▸ Provided records:

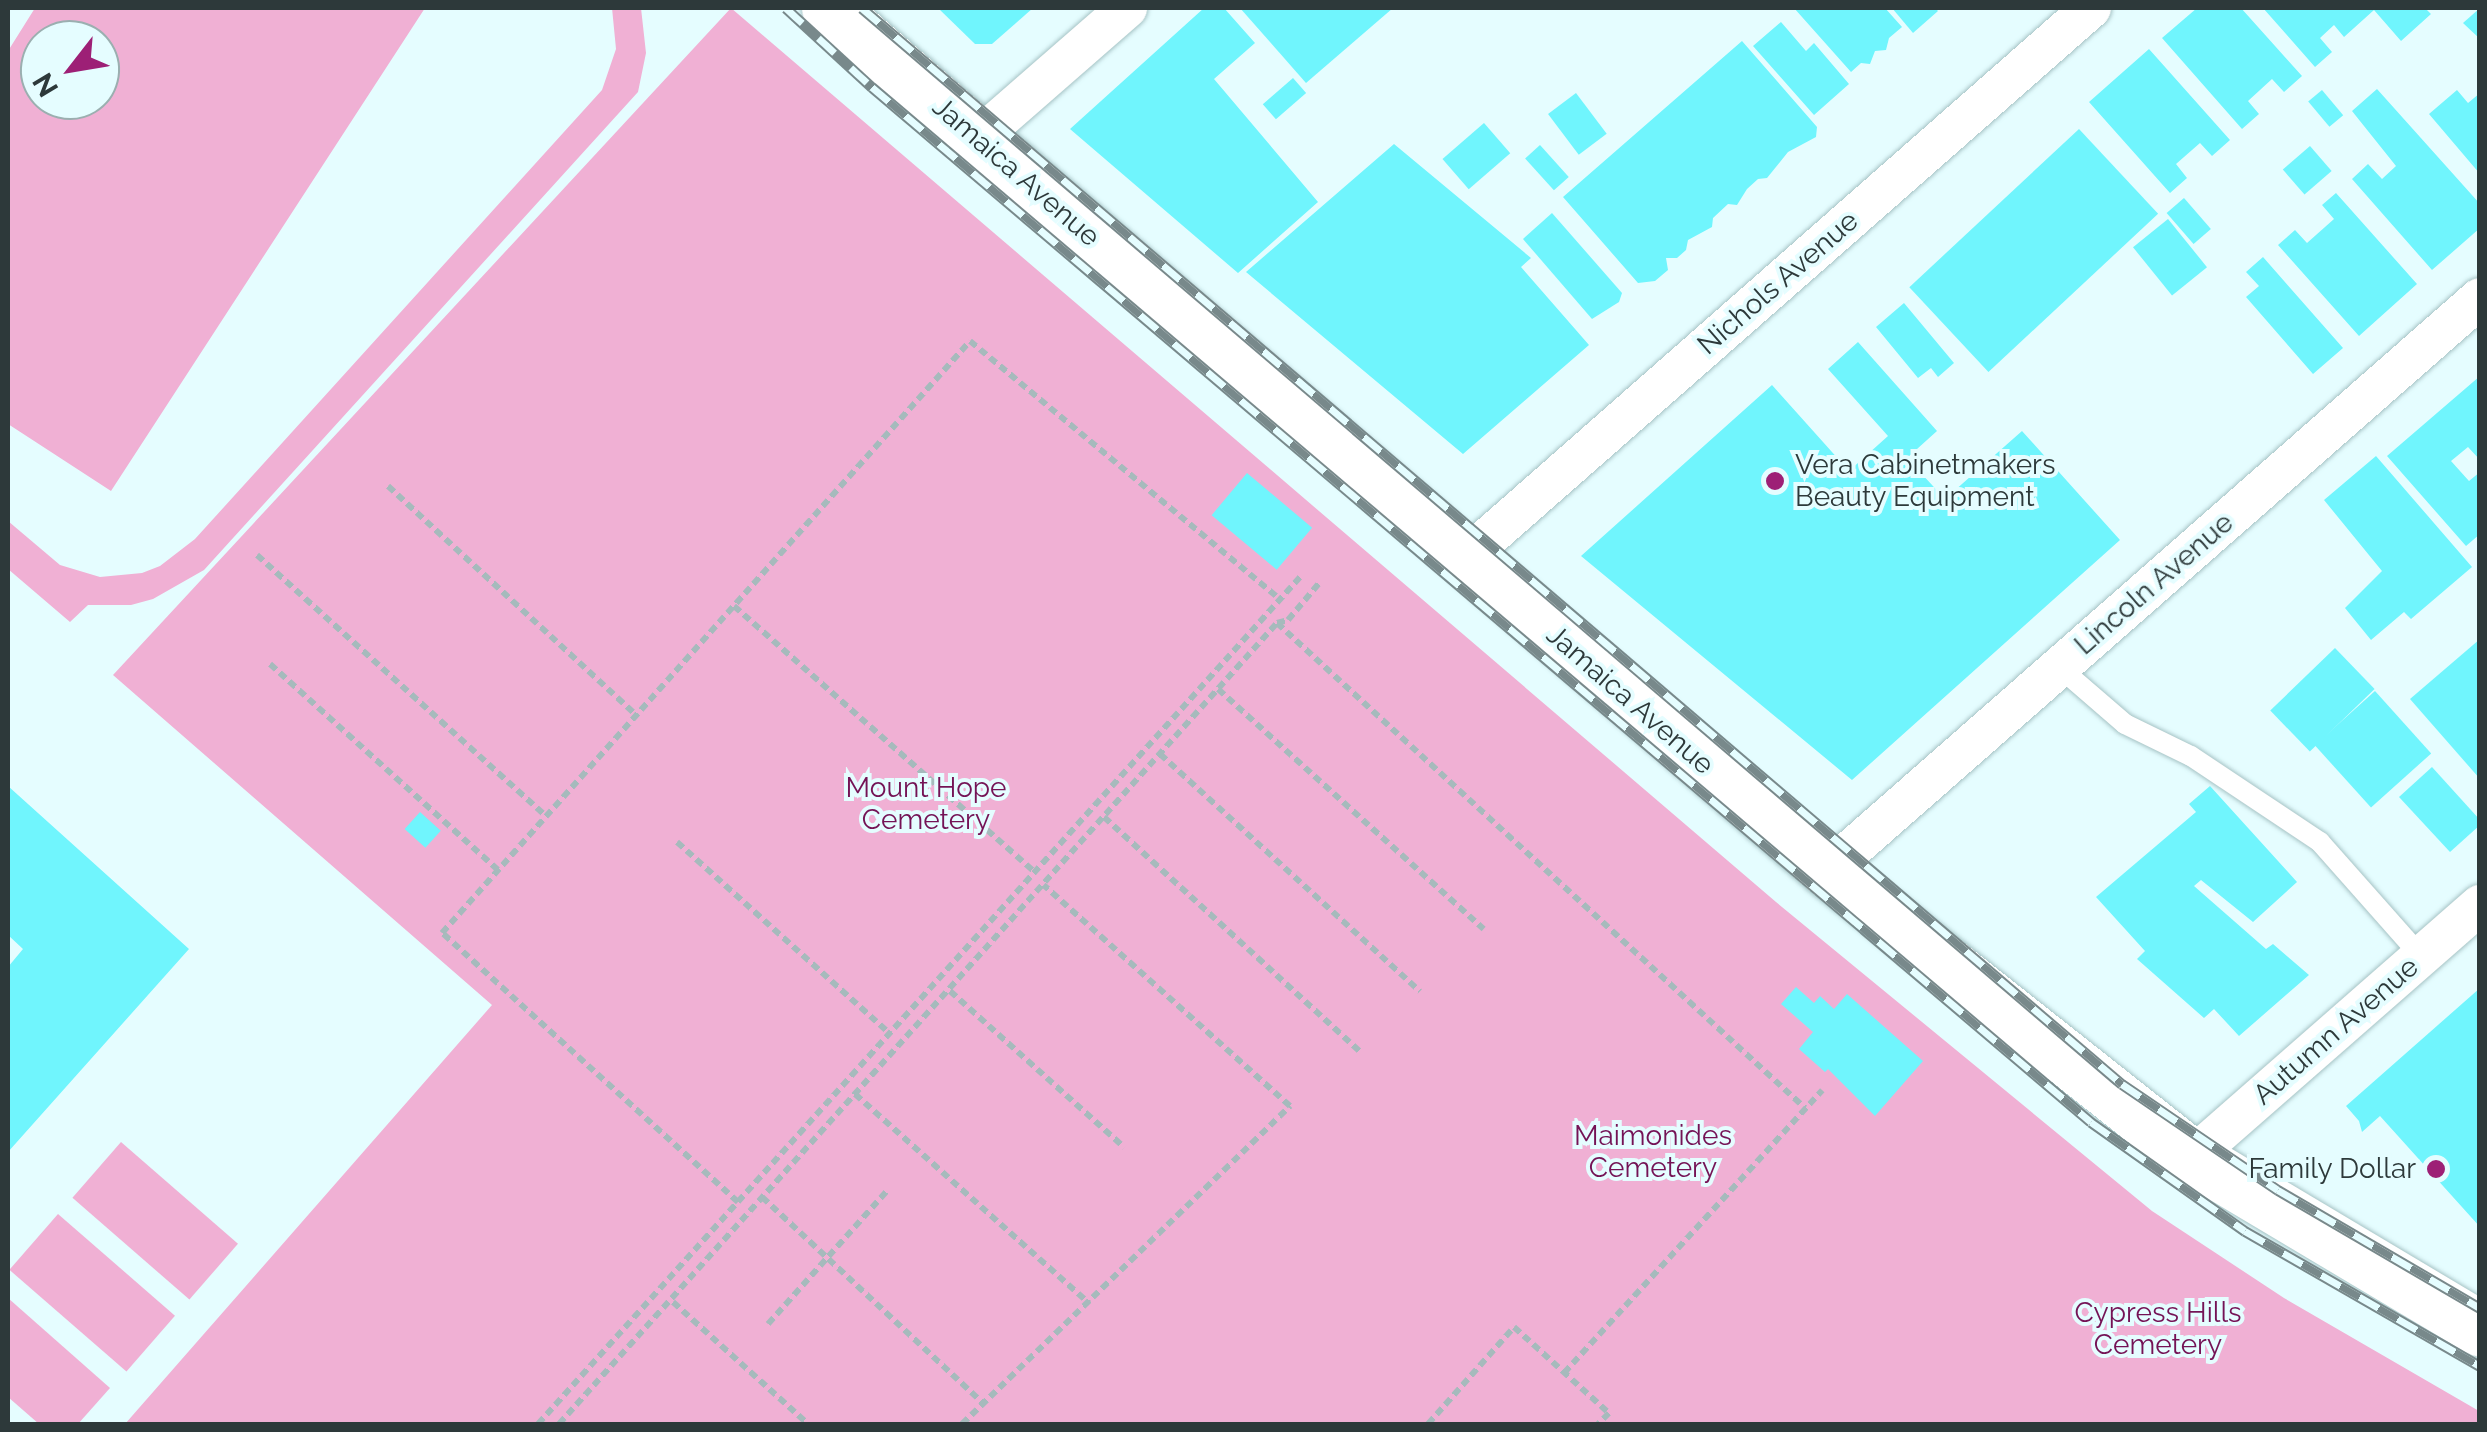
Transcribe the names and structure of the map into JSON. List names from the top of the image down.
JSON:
{
  "streets": {
    "main road": ["Jamaica Avenue"],
    "street": ["Nichols Avenue", "Lincoln Avenue", "Autumn Avenue"]
  },
  "crossings": [
    ["Jamaica Avenue", "Nichols Avenue"],
    ["Jamaica Avenue", "Lincoln Avenue"],
    ["Jamaica Avenue", "Autumn Avenue"]
  ],
  "parks": ["Mount Hope Cemetery", "Maimonides Cemetery", "Cypress Hills Cemetery"],
  "places": ["Vera Cabinetmakers Beauty Equipment", "Family Dollar"],
  "north": "bottom left"
}
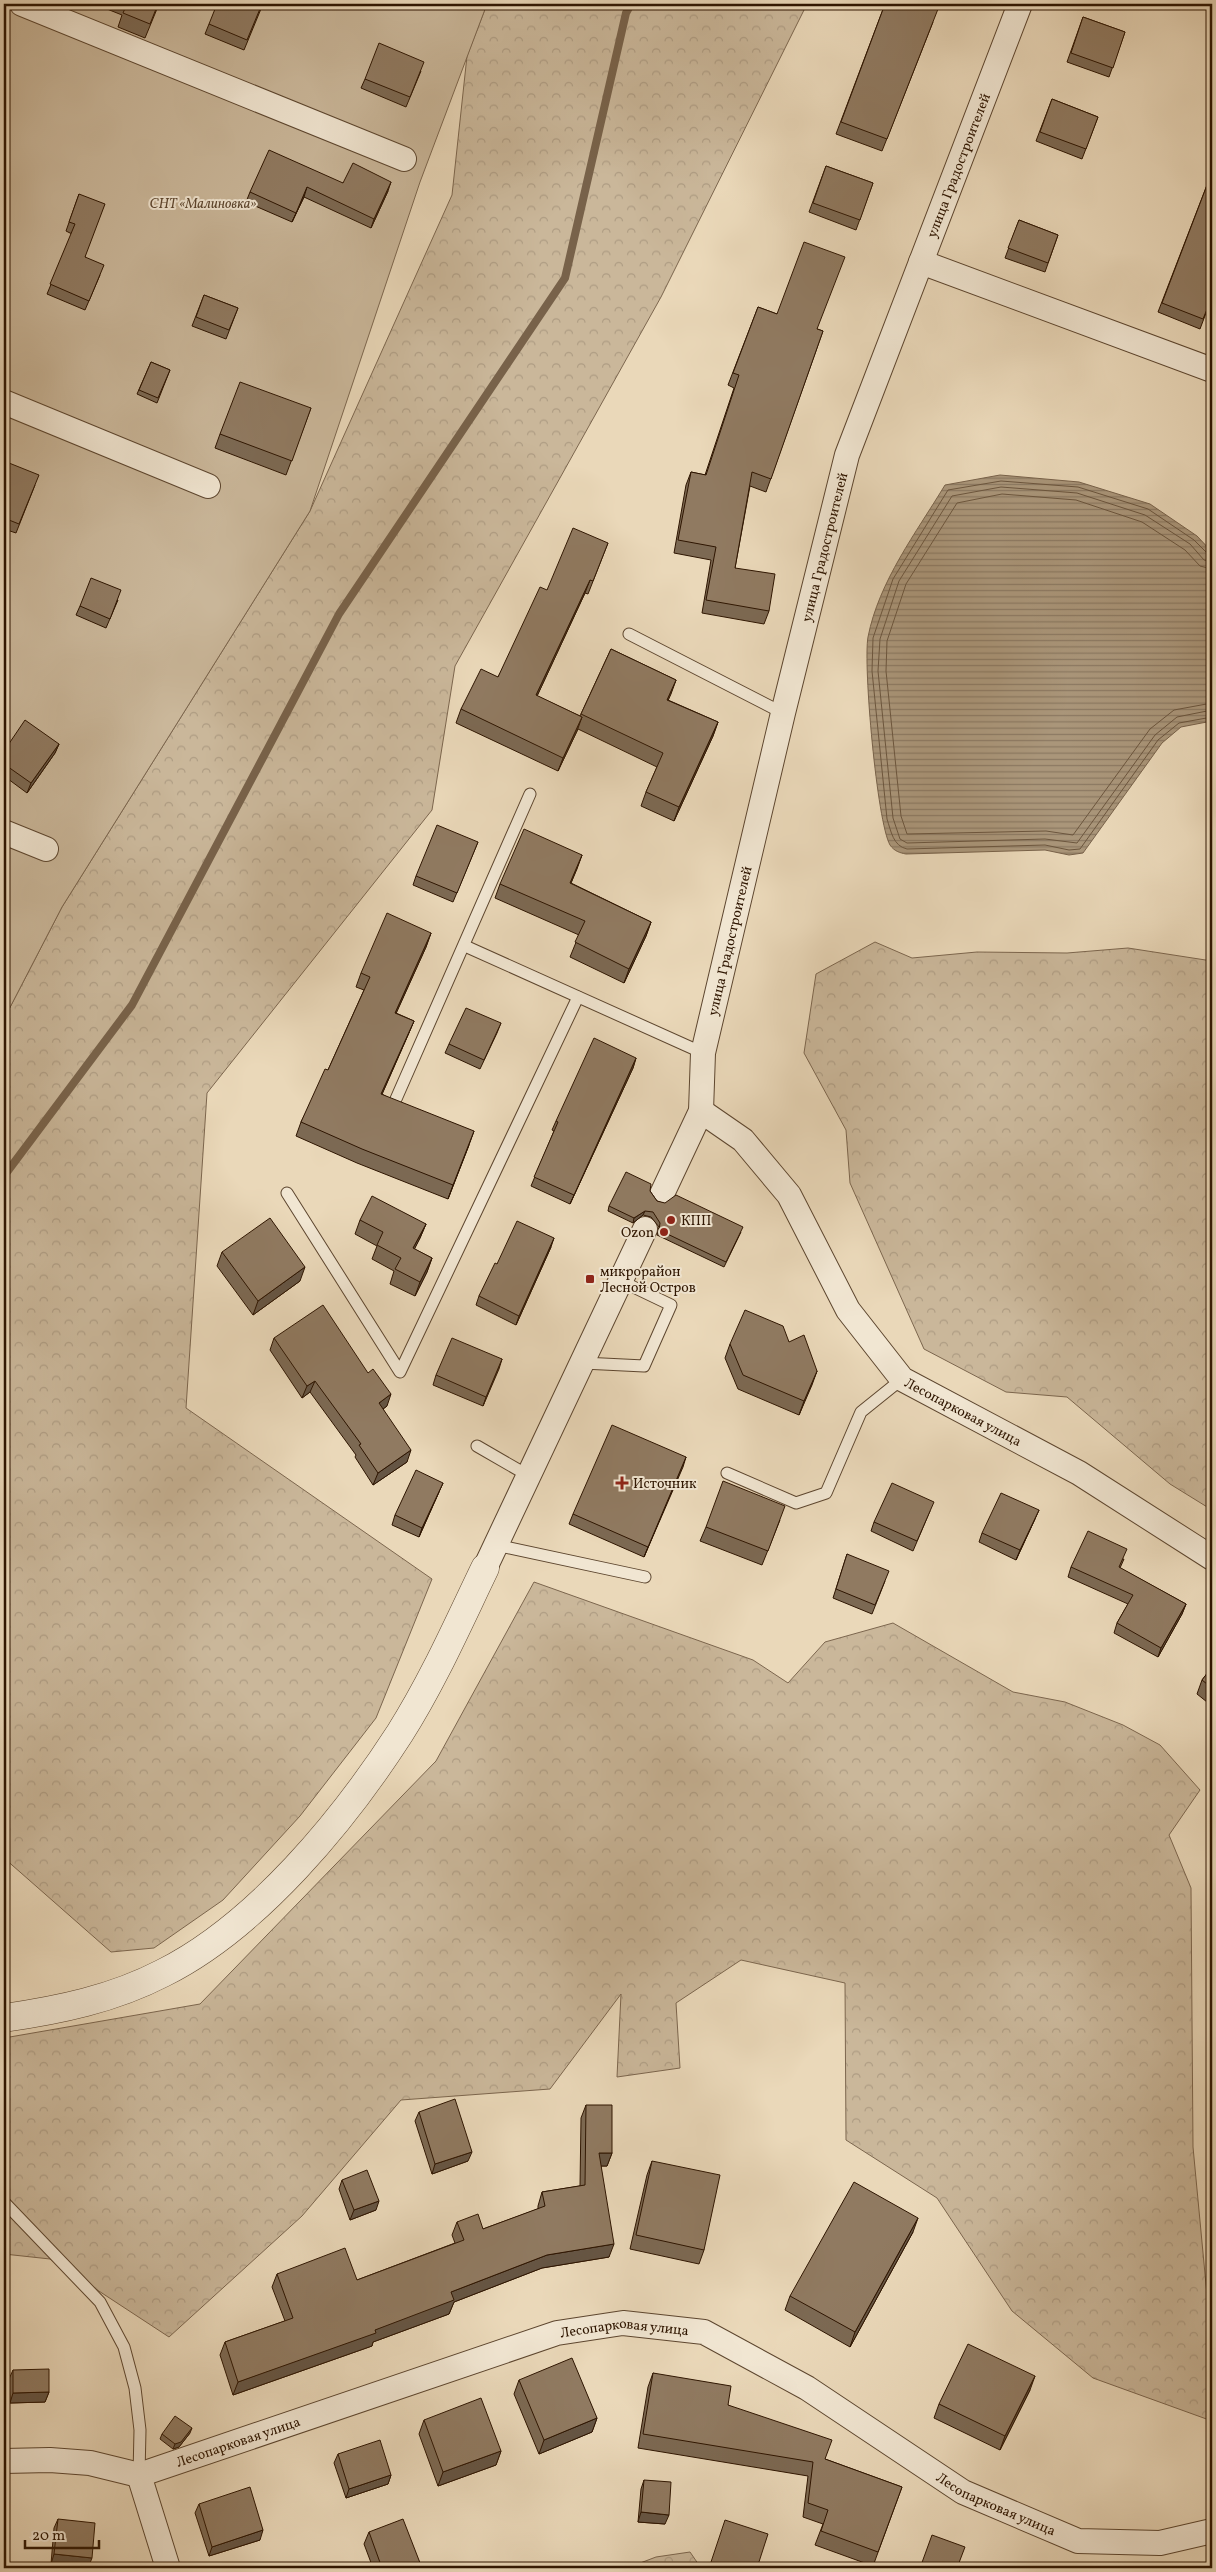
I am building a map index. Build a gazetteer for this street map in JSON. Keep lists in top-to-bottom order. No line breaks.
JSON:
{"streets":{"street":["улица Градостроителей","Лесопарковая улица"]},"crossings":[["улица Градостроителей","Лесопарковая улица"]],"parks":["СНТ «Малиновка»"],"places":{"other":["КПП","Ozon"],"transit":["микрорайон Лесной Остров"],"health":["Источник"]},"scale_bar":"20 m"}
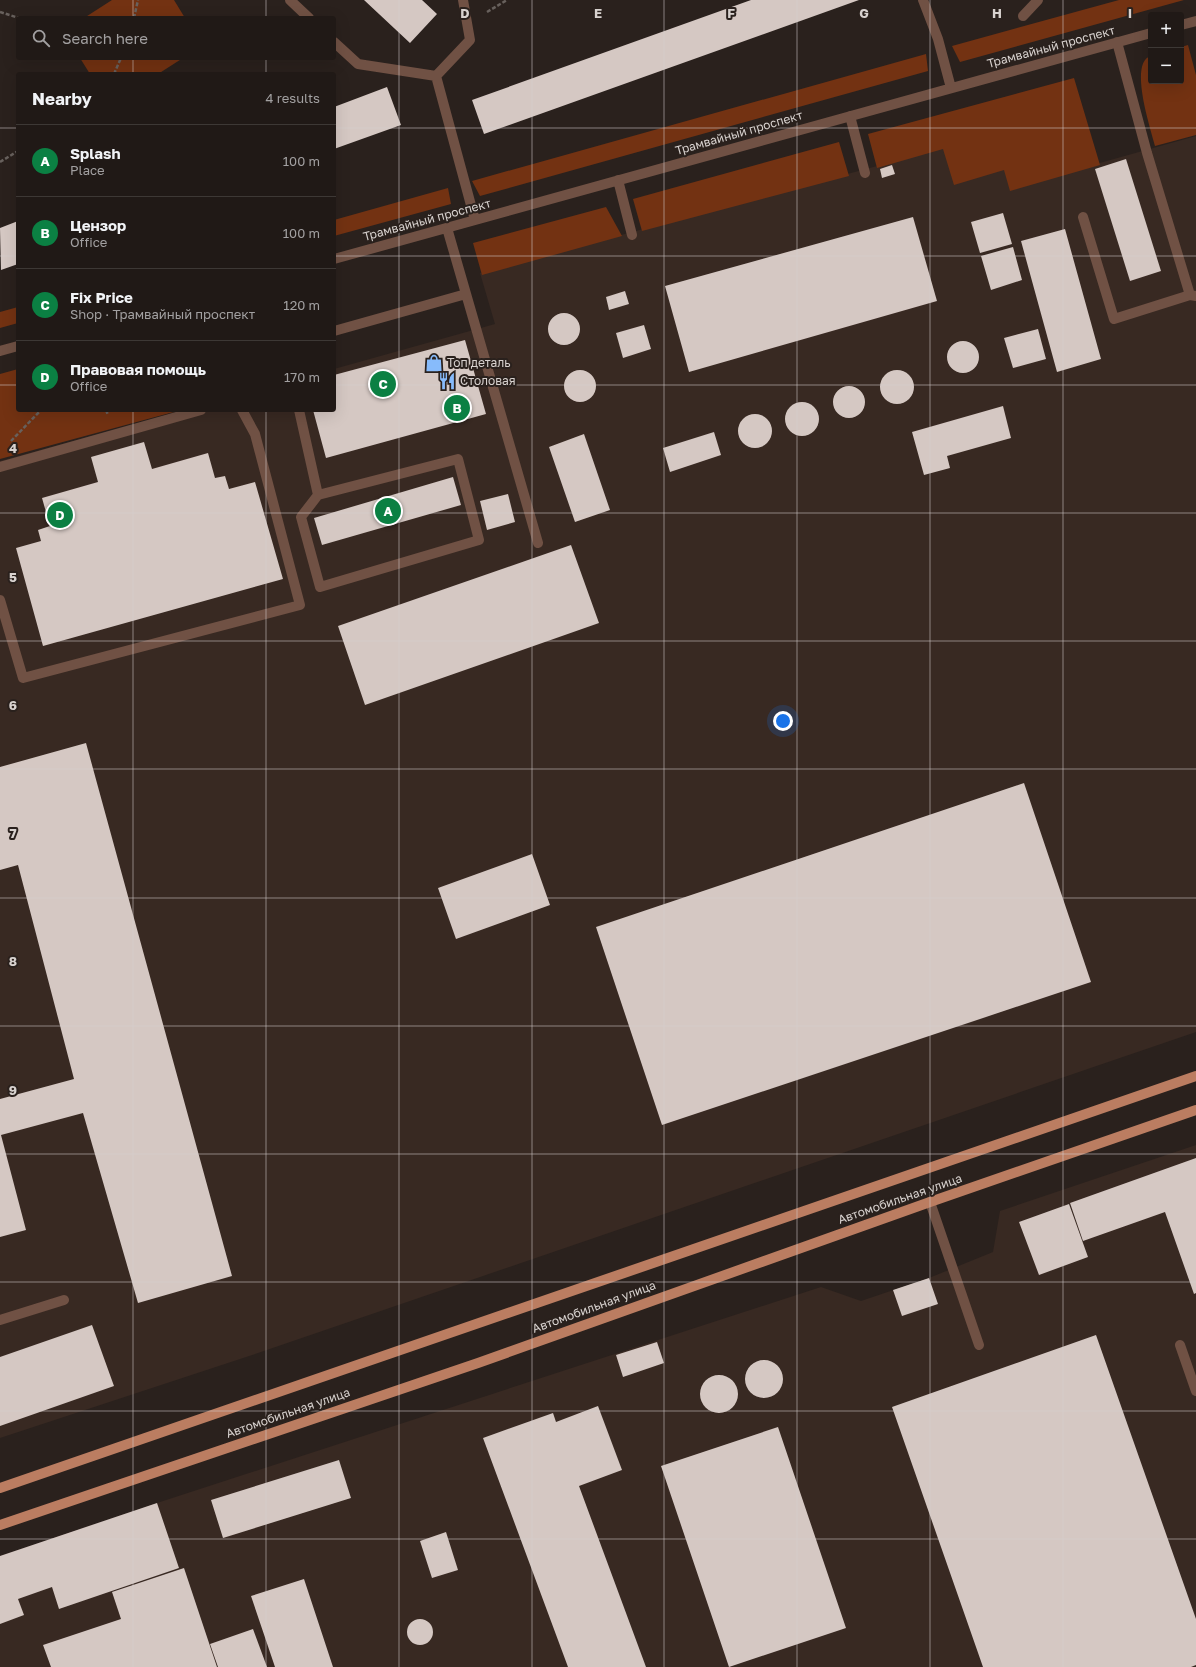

▸ Exercise instructions:
Produce an exact copy of each line of data, skipping embedded images.

▸ Answer space:
Transcribe the names and structure of the map into JSON. List names from the top of the image down.
JSON:
{
  "streets": {
    "main road": ["Jamaica Avenue"],
    "street": ["Nichols Avenue", "Lincoln Avenue", "Autumn Avenue"]
  },
  "crossings": [
    ["Jamaica Avenue", "Nichols Avenue"],
    ["Jamaica Avenue", "Lincoln Avenue"],
    ["Jamaica Avenue", "Autumn Avenue"]
  ],
  "parks": ["Mount Hope Cemetery", "Maimonides Cemetery", "Cypress Hills Cemetery"],
  "places": ["Vera Cabinetmakers Beauty Equipment", "Family Dollar"],
  "north": "bottom left"
}
I am building a map index. Build a gazetteer for this street map in JSON. Keep lists in top-to-bottom order. No line breaks.
JSON:
{"streets":{"street":["улица Градостроителей","Лесопарковая улица"]},"crossings":[["улица Градостроителей","Лесопарковая улица"]],"parks":["СНТ «Малиновка»"],"places":{"other":["КПП","Ozon"],"transit":["микрорайон Лесной Остров"],"health":["Источник"]},"scale_bar":"20 m"}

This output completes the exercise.